Within the same day that its managing director Dominique Strauss-Kahn filed his resignation from the International Monetary Fund, the institution came out with its own official list of code of conduct for its officers and employees to follow.

AFP reported that the new ethics rules set guidelines on workplace relationships and sexual harassment, and were approved on May 6 but publicized Thursday for unclear reasons.

IMF spokesman William Murray said Thursday that the new policies on personal relationships "are strong and consistent with best practice, including in the United States."

"A close personal relationship between a supervisor and subordinate presents a potential conflict of interest and must be reported and resolved, usually by reassignment of one of the individuals to a different work unit," he said in a statement.

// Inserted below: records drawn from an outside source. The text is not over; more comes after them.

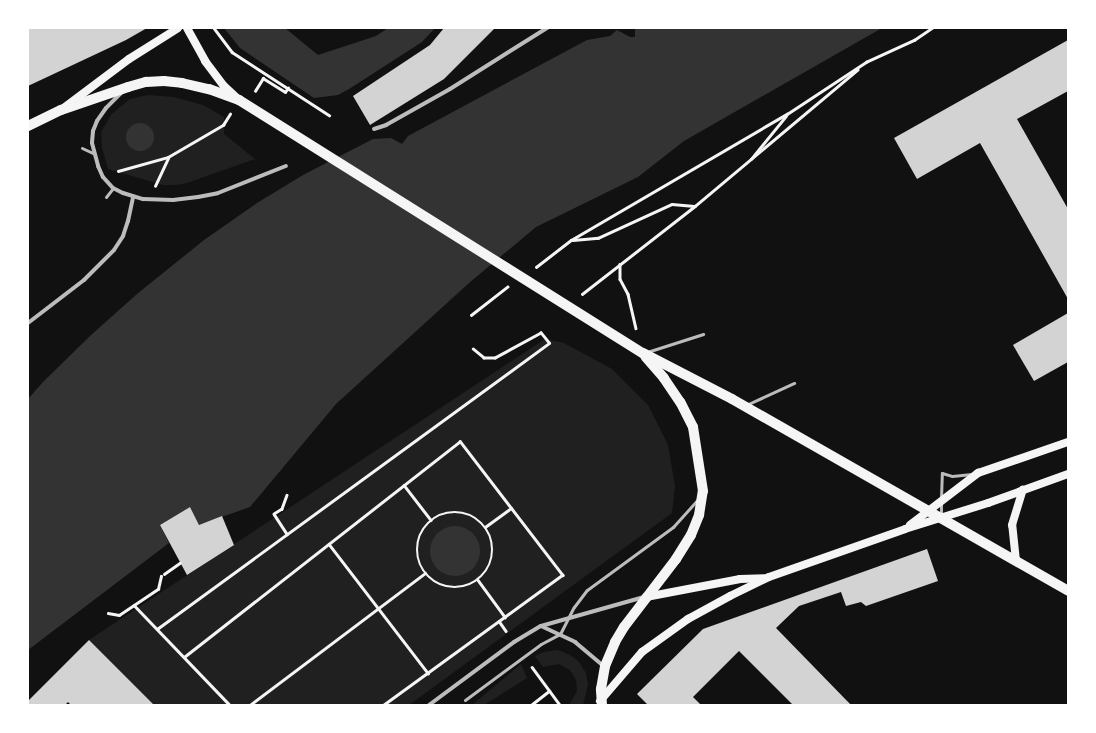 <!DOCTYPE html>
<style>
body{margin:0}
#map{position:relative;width:1096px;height:733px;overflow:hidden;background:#111;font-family:Helvetica,sans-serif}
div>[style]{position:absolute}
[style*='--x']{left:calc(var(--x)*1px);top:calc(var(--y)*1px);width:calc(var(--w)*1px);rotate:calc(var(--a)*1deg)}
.green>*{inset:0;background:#202020}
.water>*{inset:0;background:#333}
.round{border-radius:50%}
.building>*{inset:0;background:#d3d3d3}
.path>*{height:2.5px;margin:-1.25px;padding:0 1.25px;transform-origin:1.25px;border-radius:1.25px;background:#f5f5f5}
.path>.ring{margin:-1.25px;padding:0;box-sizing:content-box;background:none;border:2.5px solid #f5f5f5;border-radius:50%}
.service>*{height:3px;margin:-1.5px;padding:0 1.5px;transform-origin:1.5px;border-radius:1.5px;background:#bcbcbc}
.minor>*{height:4px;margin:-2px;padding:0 2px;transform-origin:2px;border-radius:2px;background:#bcbcbc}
.secondary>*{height:8px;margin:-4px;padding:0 4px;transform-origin:4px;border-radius:4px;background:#f5f5f5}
.primary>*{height:10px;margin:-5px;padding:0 5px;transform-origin:5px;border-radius:5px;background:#f5f5f5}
span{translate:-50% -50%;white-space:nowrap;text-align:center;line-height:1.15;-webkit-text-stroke:4px #fff;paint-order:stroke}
.frame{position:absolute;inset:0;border:29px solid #fff;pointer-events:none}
</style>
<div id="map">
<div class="green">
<div style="clip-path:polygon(148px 95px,174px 97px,203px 105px,224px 117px,224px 134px,255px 159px,187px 183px,176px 185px,163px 185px,108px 169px,102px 148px,101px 132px,111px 115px,120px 107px,130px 99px)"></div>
<div style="clip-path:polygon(545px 339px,564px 343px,612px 369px,648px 405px,668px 445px,675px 486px,672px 513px,409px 705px,154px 705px,89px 640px)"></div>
<div style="clip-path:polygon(558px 650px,570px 655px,579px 662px,586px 673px,588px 685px,583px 705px,571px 705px,570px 703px,577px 691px,576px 680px,570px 670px,559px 664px,543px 667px,535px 656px,544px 652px)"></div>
<div style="clip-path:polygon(521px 664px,527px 678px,484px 705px,472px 705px)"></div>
</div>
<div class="water">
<div style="clip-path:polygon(224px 28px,285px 28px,318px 55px,376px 36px,388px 28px,435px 28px,422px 42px,349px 89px,338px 95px,314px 98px,240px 48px)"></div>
<div style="clip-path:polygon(637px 28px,882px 28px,684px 141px,638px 177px,536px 227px,469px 283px,336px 404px,250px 507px,199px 525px,190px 507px,160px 525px,169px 543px,28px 650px,28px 399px,43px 382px,90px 336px,137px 294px,204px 240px,257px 203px,303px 175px,373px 139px,391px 138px,402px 144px,408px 136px,587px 40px,610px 36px,617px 30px,630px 37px,635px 37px,635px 29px)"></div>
<div class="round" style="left:126px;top:123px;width:28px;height:28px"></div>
<div class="round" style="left:430px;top:526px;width:50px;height:50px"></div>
</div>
<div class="building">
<div style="clip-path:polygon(28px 28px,147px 28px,126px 40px,28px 86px)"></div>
<div style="clip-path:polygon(444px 28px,495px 28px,444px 79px,370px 125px,353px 96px,430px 45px)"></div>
<div style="clip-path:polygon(1068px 40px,1068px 91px,1017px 119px,1068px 209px,1068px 299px,980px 143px,917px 179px,894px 138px)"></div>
<div style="clip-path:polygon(1068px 313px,1068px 362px,1034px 381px,1013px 345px)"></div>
<div style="clip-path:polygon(190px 507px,199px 525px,222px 516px,234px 545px,187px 575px,160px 525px)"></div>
<div style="clip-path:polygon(927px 549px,938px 581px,866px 606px,861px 602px,846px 606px,841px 592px,799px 606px,776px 628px,851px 705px,793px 705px,739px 651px,693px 697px,701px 705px,648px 705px,637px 694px,703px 629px)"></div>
<div style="clip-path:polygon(89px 640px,154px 705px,71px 705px,68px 702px,65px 705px,28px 705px,28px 701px)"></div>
</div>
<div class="path">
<div style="--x:214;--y:28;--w:30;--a:53"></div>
<div style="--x:232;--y:52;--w:116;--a:33"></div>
<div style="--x:255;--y:91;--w:15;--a:-58"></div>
<div style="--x:263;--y:78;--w:26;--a:32"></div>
<div style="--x:285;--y:92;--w:5;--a:-53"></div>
<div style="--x:751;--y:159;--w:55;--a:-50.9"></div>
<div style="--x:118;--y:171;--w:52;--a:-15.6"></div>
<div style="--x:168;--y:157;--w:64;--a:-30.2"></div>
<div style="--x:223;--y:125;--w:13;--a:-58"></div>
<div style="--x:155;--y:186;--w:31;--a:-65"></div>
<div style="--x:573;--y:240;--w:25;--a:-5"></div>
<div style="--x:598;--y:238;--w:81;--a:-24.7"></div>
<div style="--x:672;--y:204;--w:22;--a:5"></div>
<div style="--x:620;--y:264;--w:15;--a:90"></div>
<div style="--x:620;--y:279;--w:17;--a:62"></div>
<div style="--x:628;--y:294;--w:35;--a:77"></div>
<div style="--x:536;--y:267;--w:44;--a:-37.6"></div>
<div style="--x:571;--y:240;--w:250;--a:-30.3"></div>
<div style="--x:787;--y:114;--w:95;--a:-33.4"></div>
<div style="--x:866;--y:62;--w:53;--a:-24.6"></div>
<div style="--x:914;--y:40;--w:22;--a:-34"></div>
<div style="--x:582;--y:294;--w:143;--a:-37.9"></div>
<div style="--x:695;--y:206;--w:212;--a:-40"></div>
<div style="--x:471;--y:315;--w:46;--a:-37.9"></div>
<div style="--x:404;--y:485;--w:44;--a:52.4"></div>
<div style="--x:287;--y:495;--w:15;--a:110"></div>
<div style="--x:282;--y:509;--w:9;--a:148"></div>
<div style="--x:274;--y:514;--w:24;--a:57"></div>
<div class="ring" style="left:417px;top:512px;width:73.5px;height:73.5px"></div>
<div style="--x:485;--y:527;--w:32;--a:-36"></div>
<div style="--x:329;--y:544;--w:163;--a:52.5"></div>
<div style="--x:164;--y:574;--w:19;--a:-35"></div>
<div style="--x:478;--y:580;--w:46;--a:53.9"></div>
<div style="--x:134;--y:605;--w:139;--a:46.2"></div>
<div style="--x:108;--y:613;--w:11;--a:10"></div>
<div style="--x:119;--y:615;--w:47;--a:-33.7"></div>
<div style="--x:158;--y:589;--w:13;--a:-77"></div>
<div style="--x:499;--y:621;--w:12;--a:55"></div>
<div style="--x:157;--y:629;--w:485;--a:-36.1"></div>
<div style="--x:549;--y:343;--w:13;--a:-129"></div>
<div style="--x:541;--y:333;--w:52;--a:151.5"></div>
<div style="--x:495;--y:358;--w:11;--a:180"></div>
<div style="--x:484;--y:358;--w:14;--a:-141"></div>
<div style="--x:184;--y:657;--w:350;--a:-38"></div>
<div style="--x:460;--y:441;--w:169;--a:52.5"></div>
<div style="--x:563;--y:575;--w:221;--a:144"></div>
<div style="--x:532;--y:667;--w:47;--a:53.6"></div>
<div style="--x:250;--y:705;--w:219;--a:-37"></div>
<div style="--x:531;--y:705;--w:23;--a:-38"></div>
</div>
<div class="service">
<div style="--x:82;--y:148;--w:14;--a:25"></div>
<div style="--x:106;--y:197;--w:11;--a:-52"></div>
<div style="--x:647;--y:352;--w:59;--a:-17.8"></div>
<div style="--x:746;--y:405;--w:53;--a:-24.6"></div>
<div style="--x:941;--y:498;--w:25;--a:-88"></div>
<div style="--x:942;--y:473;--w:10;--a:17"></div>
<div style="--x:952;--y:476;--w:20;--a:-6"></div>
<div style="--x:941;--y:516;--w:12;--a:-90"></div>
<div style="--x:465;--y:700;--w:94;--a:-36.4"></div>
<div style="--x:541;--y:644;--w:21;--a:-28"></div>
<div style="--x:560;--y:634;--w:30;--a:-63"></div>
<div style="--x:574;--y:607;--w:21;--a:-53"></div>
<div style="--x:587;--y:590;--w:107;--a:-36.2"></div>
<div style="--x:673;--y:527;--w:38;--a:-48"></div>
</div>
<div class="minor">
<div style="--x:121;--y:93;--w:21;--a:135"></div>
<div style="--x:106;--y:108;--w:16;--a:125"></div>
<div style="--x:97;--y:121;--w:11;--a:112"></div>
<div style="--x:93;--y:131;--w:12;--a:95"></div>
<div style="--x:92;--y:143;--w:24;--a:75"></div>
<div style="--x:98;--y:166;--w:12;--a:66"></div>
<div style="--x:103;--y:177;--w:15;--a:48"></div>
<div style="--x:113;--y:188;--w:11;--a:27"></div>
<div style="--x:123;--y:193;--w:21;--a:17"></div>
<div style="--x:143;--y:199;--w:30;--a:2"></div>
<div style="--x:173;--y:200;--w:25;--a:-7"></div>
<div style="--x:198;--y:197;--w:20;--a:-11"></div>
<div style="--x:218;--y:193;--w:73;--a:-21.7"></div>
<div style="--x:374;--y:129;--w:13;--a:-18"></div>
<div style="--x:386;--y:125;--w:73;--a:-29.4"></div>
<div style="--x:450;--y:89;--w:115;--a:-32.2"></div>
<div style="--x:28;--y:323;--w:71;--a:-37.5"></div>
<div style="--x:84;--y:280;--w:42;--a:-45"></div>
<div style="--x:114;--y:250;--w:17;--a:-57"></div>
<div style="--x:123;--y:236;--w:16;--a:-72"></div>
<div style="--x:128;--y:221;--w:25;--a:-78"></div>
<div style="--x:541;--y:626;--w:107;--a:-15.7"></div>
<div style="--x:429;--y:705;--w:106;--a:-36.5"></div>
<div style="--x:514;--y:642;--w:31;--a:-31"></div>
<div style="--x:541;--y:626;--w:38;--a:25"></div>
<div style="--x:575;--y:642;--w:38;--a:40"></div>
</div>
<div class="secondary">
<div style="--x:187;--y:28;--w:38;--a:61"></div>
<div style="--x:205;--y:61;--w:31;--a:53"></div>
<div style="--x:224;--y:86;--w:18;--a:43"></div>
<div style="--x:65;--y:107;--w:80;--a:-36.9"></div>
<div style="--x:129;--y:59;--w:58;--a:-32.3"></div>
<div style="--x:910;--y:525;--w:86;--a:-37.4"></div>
<div style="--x:978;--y:473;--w:95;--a:-19"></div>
<div style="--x:1016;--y:561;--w:36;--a:-96"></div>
<div style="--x:1012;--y:525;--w:37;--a:-73"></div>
<div style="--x:646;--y:597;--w:96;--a:-10.8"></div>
<div style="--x:740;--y:579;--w:24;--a:-2"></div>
<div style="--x:600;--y:701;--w:65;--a:-49.4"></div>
<div style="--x:642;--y:652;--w:57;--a:-35.7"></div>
<div style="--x:688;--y:619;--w:48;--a:-28.7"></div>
<div style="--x:730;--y:596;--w:43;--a:-26"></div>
<div style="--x:769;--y:577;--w:144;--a:-19.4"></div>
<div style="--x:905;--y:529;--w:87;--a:-17.4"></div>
<div style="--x:988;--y:503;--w:85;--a:-19.9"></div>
</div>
<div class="primary">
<div style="--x:28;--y:126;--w:37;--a:-26"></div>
<div style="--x:61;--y:110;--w:71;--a:-18.9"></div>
<div style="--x:128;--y:87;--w:19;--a:-16"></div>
<div style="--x:146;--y:82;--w:18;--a:-3"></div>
<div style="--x:164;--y:81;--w:18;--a:6"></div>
<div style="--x:182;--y:83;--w:28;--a:13"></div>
<div style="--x:209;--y:89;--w:32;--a:20"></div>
<div style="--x:239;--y:100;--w:477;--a:32.1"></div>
<div style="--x:643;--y:353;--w:100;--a:27.3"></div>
<div style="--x:732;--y:399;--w:387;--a:29.7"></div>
<div style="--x:602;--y:705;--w:16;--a:-94"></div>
<div style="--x:601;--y:689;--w:23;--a:-80"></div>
<div style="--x:605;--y:666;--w:26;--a:-67"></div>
<div style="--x:615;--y:642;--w:17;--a:-59"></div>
<div style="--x:624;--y:627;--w:86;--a:-52.6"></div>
<div style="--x:676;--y:559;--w:28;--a:-58"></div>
<div style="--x:691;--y:535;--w:22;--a:-68"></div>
<div style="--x:699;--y:515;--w:24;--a:-81"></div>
<div style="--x:703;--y:491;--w:65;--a:-98.9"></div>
<div style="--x:693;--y:427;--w:28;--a:-117"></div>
<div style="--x:680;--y:402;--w:29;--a:-124"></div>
<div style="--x:664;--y:378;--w:28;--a:-131"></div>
</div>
<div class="frame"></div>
</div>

The multilateral institution did not elaborate why it needed to come up with such at the very time that its former managing director Mr Strauss-Kahn was indicted for alleged sexual assault charges in New York.

Mr Kahn, though released on bail of $1 million, will be under house arrest as the court proceedings move on its next phase.

Precedence

Reports said that the IMF may have faced a similar situation in 2008 while Mr Strauss-Kahn was at the helm and was involved in an office relationship with a with a Hungarian economist who worked in the IMF's Africa department.

The IMF board called the relationship a "serious error of judgment" but did not find him guilty of harassment or abuse of power.